Work item: Could you say how many lines below contain the word "font"? Give the number with no other text.

---- Given data

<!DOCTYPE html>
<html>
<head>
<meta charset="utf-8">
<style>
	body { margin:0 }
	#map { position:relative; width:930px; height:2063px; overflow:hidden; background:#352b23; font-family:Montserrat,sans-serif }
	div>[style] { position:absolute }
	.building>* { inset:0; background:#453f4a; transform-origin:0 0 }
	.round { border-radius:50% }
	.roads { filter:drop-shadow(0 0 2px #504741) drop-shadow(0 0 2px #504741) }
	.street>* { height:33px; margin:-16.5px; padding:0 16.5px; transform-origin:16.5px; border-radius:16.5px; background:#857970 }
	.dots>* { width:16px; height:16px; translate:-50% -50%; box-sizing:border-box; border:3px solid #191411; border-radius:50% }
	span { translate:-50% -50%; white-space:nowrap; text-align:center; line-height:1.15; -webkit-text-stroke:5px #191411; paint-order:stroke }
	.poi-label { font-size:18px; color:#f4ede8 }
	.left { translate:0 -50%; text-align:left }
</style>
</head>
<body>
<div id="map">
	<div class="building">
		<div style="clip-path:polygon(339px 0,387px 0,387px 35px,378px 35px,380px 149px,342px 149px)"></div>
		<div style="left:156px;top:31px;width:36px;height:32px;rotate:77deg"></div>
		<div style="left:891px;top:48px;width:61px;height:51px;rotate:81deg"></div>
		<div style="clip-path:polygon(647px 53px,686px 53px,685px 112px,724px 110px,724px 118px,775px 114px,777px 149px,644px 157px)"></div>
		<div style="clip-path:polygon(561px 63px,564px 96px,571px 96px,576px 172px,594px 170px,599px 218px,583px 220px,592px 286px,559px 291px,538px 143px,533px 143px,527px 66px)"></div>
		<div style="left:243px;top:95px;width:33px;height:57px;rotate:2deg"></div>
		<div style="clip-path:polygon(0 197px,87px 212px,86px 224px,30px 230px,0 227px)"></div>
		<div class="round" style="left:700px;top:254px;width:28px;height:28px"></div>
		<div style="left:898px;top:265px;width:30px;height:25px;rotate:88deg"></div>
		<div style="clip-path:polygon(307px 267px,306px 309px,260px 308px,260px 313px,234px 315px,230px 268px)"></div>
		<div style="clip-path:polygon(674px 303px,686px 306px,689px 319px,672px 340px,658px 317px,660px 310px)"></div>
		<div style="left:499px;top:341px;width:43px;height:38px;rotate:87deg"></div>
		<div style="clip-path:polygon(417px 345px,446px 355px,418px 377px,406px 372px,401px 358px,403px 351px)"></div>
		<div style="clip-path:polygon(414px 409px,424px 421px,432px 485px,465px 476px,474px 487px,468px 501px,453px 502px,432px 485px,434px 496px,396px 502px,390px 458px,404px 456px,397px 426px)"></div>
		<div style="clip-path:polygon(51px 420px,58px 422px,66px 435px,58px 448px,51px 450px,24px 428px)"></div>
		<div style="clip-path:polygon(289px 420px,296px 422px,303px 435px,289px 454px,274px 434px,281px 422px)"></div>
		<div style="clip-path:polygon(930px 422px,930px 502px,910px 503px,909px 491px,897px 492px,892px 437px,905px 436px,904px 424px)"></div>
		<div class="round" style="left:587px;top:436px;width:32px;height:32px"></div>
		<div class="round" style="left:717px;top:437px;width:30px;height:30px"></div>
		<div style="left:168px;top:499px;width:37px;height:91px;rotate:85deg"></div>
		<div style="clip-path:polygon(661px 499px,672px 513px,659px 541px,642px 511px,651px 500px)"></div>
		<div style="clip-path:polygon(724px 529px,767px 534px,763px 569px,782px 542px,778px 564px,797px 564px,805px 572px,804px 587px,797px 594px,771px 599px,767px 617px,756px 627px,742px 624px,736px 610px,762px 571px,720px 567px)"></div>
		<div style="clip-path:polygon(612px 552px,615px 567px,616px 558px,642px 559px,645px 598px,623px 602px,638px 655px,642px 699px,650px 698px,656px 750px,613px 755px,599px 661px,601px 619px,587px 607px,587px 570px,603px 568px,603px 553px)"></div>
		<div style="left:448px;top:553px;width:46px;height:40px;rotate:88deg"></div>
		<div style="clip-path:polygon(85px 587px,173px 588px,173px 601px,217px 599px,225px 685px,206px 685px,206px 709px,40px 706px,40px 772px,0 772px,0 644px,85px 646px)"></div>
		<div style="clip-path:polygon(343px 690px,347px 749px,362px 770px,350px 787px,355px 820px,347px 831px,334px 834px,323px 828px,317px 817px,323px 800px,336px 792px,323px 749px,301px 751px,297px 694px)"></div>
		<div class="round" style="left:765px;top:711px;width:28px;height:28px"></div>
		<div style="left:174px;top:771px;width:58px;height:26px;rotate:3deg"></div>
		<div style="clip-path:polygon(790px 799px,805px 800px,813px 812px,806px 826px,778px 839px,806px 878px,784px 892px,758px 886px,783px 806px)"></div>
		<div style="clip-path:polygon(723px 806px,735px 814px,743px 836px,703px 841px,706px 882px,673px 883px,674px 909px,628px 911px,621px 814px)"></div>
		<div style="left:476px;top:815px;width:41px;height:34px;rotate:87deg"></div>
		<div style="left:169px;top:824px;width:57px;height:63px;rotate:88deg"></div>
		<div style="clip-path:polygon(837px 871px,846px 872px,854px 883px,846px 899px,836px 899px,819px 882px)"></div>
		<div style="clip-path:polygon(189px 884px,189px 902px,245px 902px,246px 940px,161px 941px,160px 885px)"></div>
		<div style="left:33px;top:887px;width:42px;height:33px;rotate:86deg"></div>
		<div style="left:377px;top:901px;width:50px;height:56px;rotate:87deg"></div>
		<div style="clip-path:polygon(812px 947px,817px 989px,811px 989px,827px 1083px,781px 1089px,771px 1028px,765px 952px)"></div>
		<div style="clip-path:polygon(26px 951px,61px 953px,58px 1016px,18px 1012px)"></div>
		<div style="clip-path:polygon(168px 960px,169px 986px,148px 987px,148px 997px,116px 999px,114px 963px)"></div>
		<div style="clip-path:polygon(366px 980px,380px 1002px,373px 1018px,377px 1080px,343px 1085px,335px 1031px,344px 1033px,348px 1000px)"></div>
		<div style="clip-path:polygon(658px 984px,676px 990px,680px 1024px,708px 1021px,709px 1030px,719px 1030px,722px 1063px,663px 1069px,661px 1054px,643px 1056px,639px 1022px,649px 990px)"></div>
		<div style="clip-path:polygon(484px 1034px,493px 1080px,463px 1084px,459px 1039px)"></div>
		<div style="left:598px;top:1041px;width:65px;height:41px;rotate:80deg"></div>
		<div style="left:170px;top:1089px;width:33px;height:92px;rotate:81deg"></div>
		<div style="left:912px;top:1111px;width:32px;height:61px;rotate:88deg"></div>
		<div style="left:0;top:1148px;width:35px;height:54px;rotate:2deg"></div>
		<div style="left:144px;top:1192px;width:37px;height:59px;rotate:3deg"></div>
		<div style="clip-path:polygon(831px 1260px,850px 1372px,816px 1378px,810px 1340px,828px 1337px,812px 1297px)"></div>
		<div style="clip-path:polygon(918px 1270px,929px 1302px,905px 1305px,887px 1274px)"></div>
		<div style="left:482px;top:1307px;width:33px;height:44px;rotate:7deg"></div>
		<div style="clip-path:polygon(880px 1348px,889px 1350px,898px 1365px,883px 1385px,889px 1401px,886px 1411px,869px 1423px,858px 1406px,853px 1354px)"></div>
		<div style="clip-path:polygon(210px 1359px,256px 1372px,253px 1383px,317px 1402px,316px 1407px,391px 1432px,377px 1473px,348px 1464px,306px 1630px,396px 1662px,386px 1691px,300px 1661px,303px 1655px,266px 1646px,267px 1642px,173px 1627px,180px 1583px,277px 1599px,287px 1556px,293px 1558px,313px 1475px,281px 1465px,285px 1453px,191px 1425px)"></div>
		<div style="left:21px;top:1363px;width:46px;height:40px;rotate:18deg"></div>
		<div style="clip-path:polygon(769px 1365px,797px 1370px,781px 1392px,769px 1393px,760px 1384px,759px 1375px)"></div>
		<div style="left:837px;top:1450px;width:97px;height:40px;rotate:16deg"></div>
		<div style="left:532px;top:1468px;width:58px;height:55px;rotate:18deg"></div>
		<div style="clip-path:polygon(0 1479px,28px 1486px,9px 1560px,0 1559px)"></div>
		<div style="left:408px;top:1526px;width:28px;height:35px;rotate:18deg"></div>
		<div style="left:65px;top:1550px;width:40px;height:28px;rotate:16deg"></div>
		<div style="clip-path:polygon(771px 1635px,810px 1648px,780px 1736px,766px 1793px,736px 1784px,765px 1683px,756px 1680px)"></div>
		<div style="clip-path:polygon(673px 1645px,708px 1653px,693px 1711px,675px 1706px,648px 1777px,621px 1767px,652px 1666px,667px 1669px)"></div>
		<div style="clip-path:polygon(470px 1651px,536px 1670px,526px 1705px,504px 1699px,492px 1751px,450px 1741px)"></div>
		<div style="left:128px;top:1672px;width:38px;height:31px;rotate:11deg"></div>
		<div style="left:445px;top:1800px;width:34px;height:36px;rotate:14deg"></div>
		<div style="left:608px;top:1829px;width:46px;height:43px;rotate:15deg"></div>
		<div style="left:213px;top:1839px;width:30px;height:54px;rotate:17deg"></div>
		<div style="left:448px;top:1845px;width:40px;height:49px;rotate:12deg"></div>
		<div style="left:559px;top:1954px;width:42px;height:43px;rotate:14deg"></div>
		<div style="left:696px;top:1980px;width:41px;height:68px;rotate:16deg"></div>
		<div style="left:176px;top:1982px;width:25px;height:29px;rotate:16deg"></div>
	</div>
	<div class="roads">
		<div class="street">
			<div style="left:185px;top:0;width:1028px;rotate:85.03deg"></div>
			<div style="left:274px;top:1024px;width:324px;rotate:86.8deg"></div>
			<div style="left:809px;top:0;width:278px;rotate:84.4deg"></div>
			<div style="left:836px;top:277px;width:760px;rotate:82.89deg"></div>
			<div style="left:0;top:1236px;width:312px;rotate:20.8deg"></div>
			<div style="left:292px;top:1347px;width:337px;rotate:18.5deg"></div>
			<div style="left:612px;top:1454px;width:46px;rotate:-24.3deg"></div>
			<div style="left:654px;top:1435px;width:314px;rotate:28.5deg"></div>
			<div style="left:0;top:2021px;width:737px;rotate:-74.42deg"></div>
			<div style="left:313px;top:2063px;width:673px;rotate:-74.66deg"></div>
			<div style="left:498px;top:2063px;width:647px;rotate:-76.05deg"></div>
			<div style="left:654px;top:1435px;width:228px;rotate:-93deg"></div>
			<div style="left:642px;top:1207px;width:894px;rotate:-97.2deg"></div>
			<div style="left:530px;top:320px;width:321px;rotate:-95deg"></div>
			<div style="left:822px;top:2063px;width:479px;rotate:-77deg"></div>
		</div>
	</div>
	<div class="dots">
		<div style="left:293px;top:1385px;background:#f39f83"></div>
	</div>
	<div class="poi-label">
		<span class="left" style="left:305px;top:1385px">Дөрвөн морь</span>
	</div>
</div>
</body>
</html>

--------

Finished exercise: 2